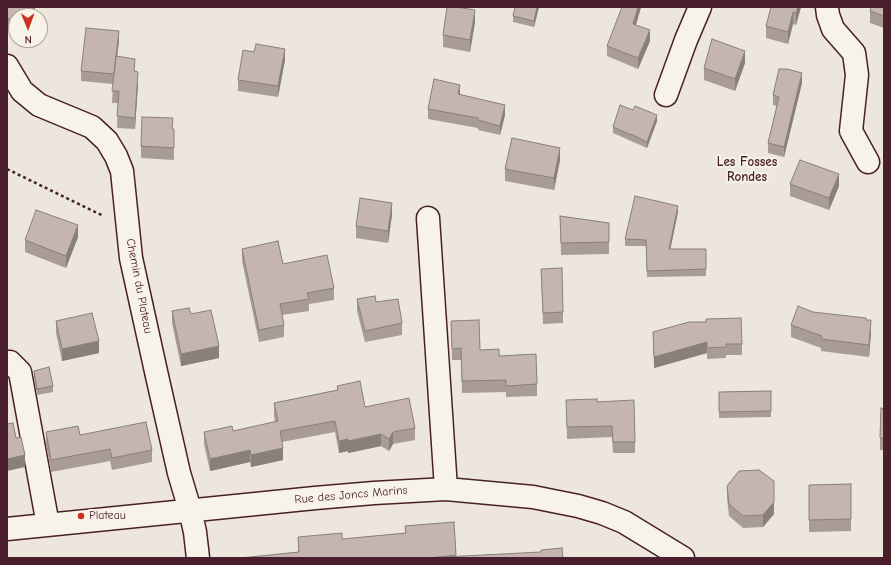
<!DOCTYPE html>
<style>
body{margin:0}
#map{position:relative;width:891px;height:565px;overflow:hidden;background:#ece6dd;font-family:"Comic Neue",sans-serif}
canvas{display:block}
.frame{position:absolute;inset:0;border:8px solid #4a1f2b;pointer-events:none}
.north{position:absolute;left:8px;top:8px;width:40px;height:40px;box-sizing:border-box;background:#f7f3e8;border:1px solid #b29e9c;border-radius:50%;rotate:179deg;font-size:11px;font-weight:700;line-height:16px;text-align:center;color:#4a1f2b}
.north::after{content:'';display:block;margin:auto;width:14px;height:18px;background:#c8321e;clip-path:polygon(50% 0,100% 100%,50% 72%,0 100%)}
</style>
<div id="map">
<canvas width="891" height="565"></canvas>
<div class="frame"></div>
<div class="north">N</div>
</div>
<script>
const ctx = document.querySelector('canvas').getContext('2d');
ctx.lineJoin = 'round';
function toPath(rows) {
  const path = new Path2D();
  for (const r of rows) {
    path.moveTo(r[0], r[1]);
    for (let i = 2; i < r.length; i += 2) path.lineTo(r[i], r[i + 1]);
  }
  return path;
}
function stroke(path, color, width, dash) {
  ctx.strokeStyle = color;
  ctx.lineWidth = width;
  ctx.lineCap = dash ? 'butt' : 'round';
  ctx.setLineDash(dash || []);
  ctx.stroke(path);
}
function fillPath(path, color) {
  ctx.fillStyle = color;
  ctx.fill(path, 'evenodd');
}
function drawText(font, color, halo, rows, align = 'center') {
  ctx.font = font + ' "Comic Neue",sans-serif';
  ctx.lineWidth = 4;
  ctx.setLineDash([]);
  ctx.textBaseline = 'middle';
  ctx.strokeStyle = halo;
  ctx.fillStyle = color;
  for (const [text, x, y, turn = 0] of rows) {
    ctx.save();
    ctx.translate(x, y);
    ctx.rotate((+turn || 0) * Math.PI / 180);
    ctx.textAlign = isNaN(turn) ? turn : align;
    if (halo) ctx.strokeText(text, 0, 0);
    ctx.fillText(text, 0, 0);
    ctx.restore();
  }
}
const path = toPath([
 [7,169,93,211,104,216]
]);
const minor = toPath([
 [827,7,828,15,833,29,854,53,857,75,851,131,868,162],
 [7,66,22,91,39,105,92,127,107,141,116,156,122,171,131,258,157,376,179,473,190,510,195,532,198,558],
 [666,95,686,40,700,7],
 [428,218,446,489],
 [7,362,10,362,20,372,48,525],
 [7,529,315,498,374,493,446,489,533,497,578,506,602,513,624,522,683,558]
]);
const wall = toPath([
 [7,7,35,7,35,8,33,16,16,16,16,31,9,30,7,26],
 [515,7,539,7,534,27,513,22,513,16],
 [622,7,641,7,636,25,650,41,638,69,607,56,607,46],
 [801,7,796,25,793,24,788,44,766,38,766,26],
 [884,7,884,28,870,23,870,11],
 [475,22,470,52,443,47,443,35],
 [119,41,117,56,135,71,138,83,135,129,117,128,118,103,112,103,113,84,81,81,81,71],
 [285,60,278,97,238,91,238,80],
 [745,63,735,91,704,80,704,68],
 [802,83,784,157,768,153,768,143,777,106,773,105,773,95],
 [460,94,505,115,500,135,478,130,478,128,428,119,428,109],
 [657,121,647,148,631,141,613,133,613,127],
 [174,129,174,160,141,158,141,146],
 [560,160,554,190,505,181,505,169],
 [790,184,839,186,829,210,790,196],
 [678,212,670,249,706,249,706,276,647,277,646,246,625,246,625,239],
 [392,215,388,243,356,238,356,226],
 [560,216,609,223,609,254,561,255],
 [78,237,66,268,25,252,25,240],
 [242,249,283,264,334,288,334,300,309,304,309,311,282,315,284,325,284,337,259,342,242,261],
 [541,269,563,312,563,323,543,324],
 [357,299,376,302,402,323,402,335,365,342,357,311],
 [172,311,191,314,219,358,181,366,172,323],
 [813,312,866,320,871,332,869,357,821,351,821,348,791,337,791,325],
 [56,321,99,353,62,361,56,333],
 [451,321,480,350,499,356,537,384,537,396,506,397,506,392,462,393,461,360,452,360],
 [653,332,742,344,742,355,726,355,726,358,707,359,707,353,654,368],
 [34,371,53,386,53,392,37,395,34,377],
 [337,386,365,407,415,428,415,440,393,444,389,451,381,446,348,453,348,451,339,453,335,432,282,442,283,460,251,467,250,462,210,471,204,444,204,432,233,431,275,422,274,415,274,403,337,390],
 [771,391,771,417,719,418,719,392],
 [566,400,597,402,635,442,635,453,613,453,612,437,567,439],
 [884,409,884,450,880,450,880,438],
 [46,432,80,435,152,450,152,462,112,470,110,461,51,472,46,444],
 [851,484,851,531,809,532,809,485],
 [727,486,774,514,763,527,743,528,729,516,727,498],
 [454,522,456,556,563,558,240,558,298,552,298,537,342,539,405,533,405,526]
]);
const shadedWall = toPath([
 [33,7,35,7,33,16,31,16],
 [537,7,539,7,534,27,534,21],
 [638,7,641,7,633,35,633,24],
 [798,7,801,7,796,25,796,13],
 [475,10,475,22,470,52,470,40],
 [793,12,793,24,788,44,788,32],
 [650,30,650,41,638,69,638,58],
 [119,31,119,41,114,84,114,74],
 [285,49,285,60,278,97,278,86],
 [745,51,745,63,735,91,735,79],
 [138,72,138,83,135,129,135,118],
 [802,73,802,83,784,157,784,147],
 [460,85,460,95,458,94],
 [505,105,505,115,500,135,500,126],
 [657,115,657,121,647,148,647,142],
 [560,148,560,160,554,190,554,178],
 [839,174,839,186,829,210,829,198],
 [392,203,392,215,388,243,388,231],
 [678,206,678,212,669,256,669,249],
 [78,225,78,237,66,268,66,256],
 [871,320,871,332,869,357,869,345],
 [99,341,99,353,62,361,62,349],
 [707,342,707,353,654,368,654,357],
 [219,346,219,358,181,366,181,354],
 [393,432,393,444,389,451,389,439],
 [381,434,381,446,348,453,348,441],
 [348,439,348,451,339,453,339,441],
 [283,448,283,460,251,467,251,455],
 [250,450,250,462,210,471,210,459],
 [25,455,25,467,7,471,7,459],
 [774,502,774,514,763,527,763,515]
]);
const building = toPath([
 [7,7,33,7,31,16,16,16,16,21,9,20,7,16,7,7],
 [447,7,456,7,475,10,470,40,443,35,447,7],
 [515,7,537,7,534,21,513,16,515,7],
 [622,7,638,7,633,24,650,30,638,58,607,46,622,7],
 [771,7,798,7,796,13,793,12,788,32,766,26,771,7],
 [871,7,884,7,884,16,870,11,871,7],
 [86,28,119,31,114,74,81,71,86,28],
 [712,39,745,51,735,79,704,68,712,39],
 [256,44,285,49,278,86,238,80,243,50,254,52,256,44],
 [116,56,135,59,134,71,138,72,135,118,117,116,119,91,112,91,116,56],
 [779,69,787,69,802,73,784,147,768,143,779,97,773,95,779,69],
 [434,79,460,85,458,94,505,105,500,126,478,120,478,118,428,109,434,79],
 [620,105,633,110,635,106,657,115,647,142,631,134,631,135,613,127,620,105],
 [142,117,173,118,172,129,174,129,174,148,141,146,142,117],
 [512,138,560,148,554,178,505,169,512,138],
 [800,160,839,174,829,198,790,184,800,160],
 [635,196,678,206,669,249,706,249,706,269,647,271,646,240,625,239,635,196],
 [360,198,392,203,388,231,356,226,360,198],
 [36,210,78,225,66,256,25,240,36,210],
 [560,216,609,223,609,242,561,243,560,216],
 [278,241,283,264,327,255,334,288,307,293,309,299,280,304,284,325,259,330,242,249,278,241],
 [562,268,563,312,543,313,541,269,562,268],
 [375,296,376,302,398,299,402,323,365,331,357,299,375,296],
 [798,306,813,312,866,318,866,320,871,320,869,345,821,339,822,336,791,325,798,306],
 [189,308,191,314,211,310,219,346,181,354,172,311,189,308],
 [92,313,99,341,62,349,56,321,92,313],
 [741,318,742,344,726,344,726,347,707,348,707,342,654,357,653,332,689,322,706,322,706,319,741,318],
 [479,320,480,350,499,349,499,356,536,354,537,384,506,386,506,380,462,381,461,348,452,349,451,321,479,320],
 [49,367,53,386,37,389,34,371,49,367],
 [360,381,365,407,409,398,415,428,393,432,389,439,381,434,348,441,348,439,339,441,335,421,280,431,283,448,251,455,250,450,210,459,204,432,232,426,233,431,278,421,274,403,338,390,337,386,360,381],
 [771,391,771,411,719,412,719,392,771,391],
 [597,399,597,402,634,400,635,442,613,442,612,426,567,427,566,400,597,399],
 [881,408,884,409,884,438,880,438,881,408],
 [146,422,152,450,112,458,110,449,51,460,46,432,78,426,80,435,146,422],
 [13,423,16,438,21,437,25,455,7,459,7,424,13,423],
 [759,470,774,481,774,502,763,515,743,516,729,504,727,486,739,471,759,470],
 [851,484,851,519,809,520,809,485,851,484],
 [454,522,456,555,429,558,240,558,299,552,298,537,342,533,342,539,406,533,405,526,454,522],
 [562,548,563,558,443,558,443,557,541,552,541,550,562,548]
]);
const markers = [
 [81,516,4,"#c8321e"]
];
const streetNames = [
 ["Chemin du Plateau",139,286,79],
 ["Rue des Joncs Marins",351,495,-5]
];
const poiNames = [
 ["Plateau",89,516]
];
const neighbourhoodNames = [
 ["Les Fosses",747,162],
 ["Rondes",747,177]
];
stroke(minor, '#4a1f2b', 25);
stroke(path, '#4a1f2b', 2.5, [3, 3]);
stroke(minor, '#f7f3e8', 22);
fillPath(wall, '#a99c97');
fillPath(shadedWall, '#897f7b');
fillPath(building, '#c4b5b0');
stroke(building, '#897f7b', 1);
for (const [x, y, r, color] of markers) {
  const dot = new Path2D();
  dot.arc(x, y, r, 0, 2 * Math.PI);
  ctx.fillStyle = color;
  ctx.fill(dot);
  stroke(dot, '#f7f3e8', 1.5);
}
drawText('12px', '#4a1f2b', '#f7f3e8', streetNames);
drawText('12px', '#4a1f2b', '#f7f3e8', poiNames, 'left');
drawText('bold 13px', '#4a1f2b', '#f7f3e8', neighbourhoodNames);
</script>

▶ WHAT YOU NEED TO DO:
Which lines of the data include the word "align"? Copy each one.

▶ RESULT OF THE EXERCISE:
.north{position:absolute;left:8px;top:8px;width:40px;height:40px;box-sizing:border-box;background:#f7f3e8;border:1px solid #b29e9c;border-radius:50%;rotate:179deg;font-size:11px;font-weight:700;line-height:16px;text-align:center;color:#4a1f2b}
function drawText(font, color, halo, rows, align = 'center') {
    ctx.textAlign = isNaN(turn) ? turn : align;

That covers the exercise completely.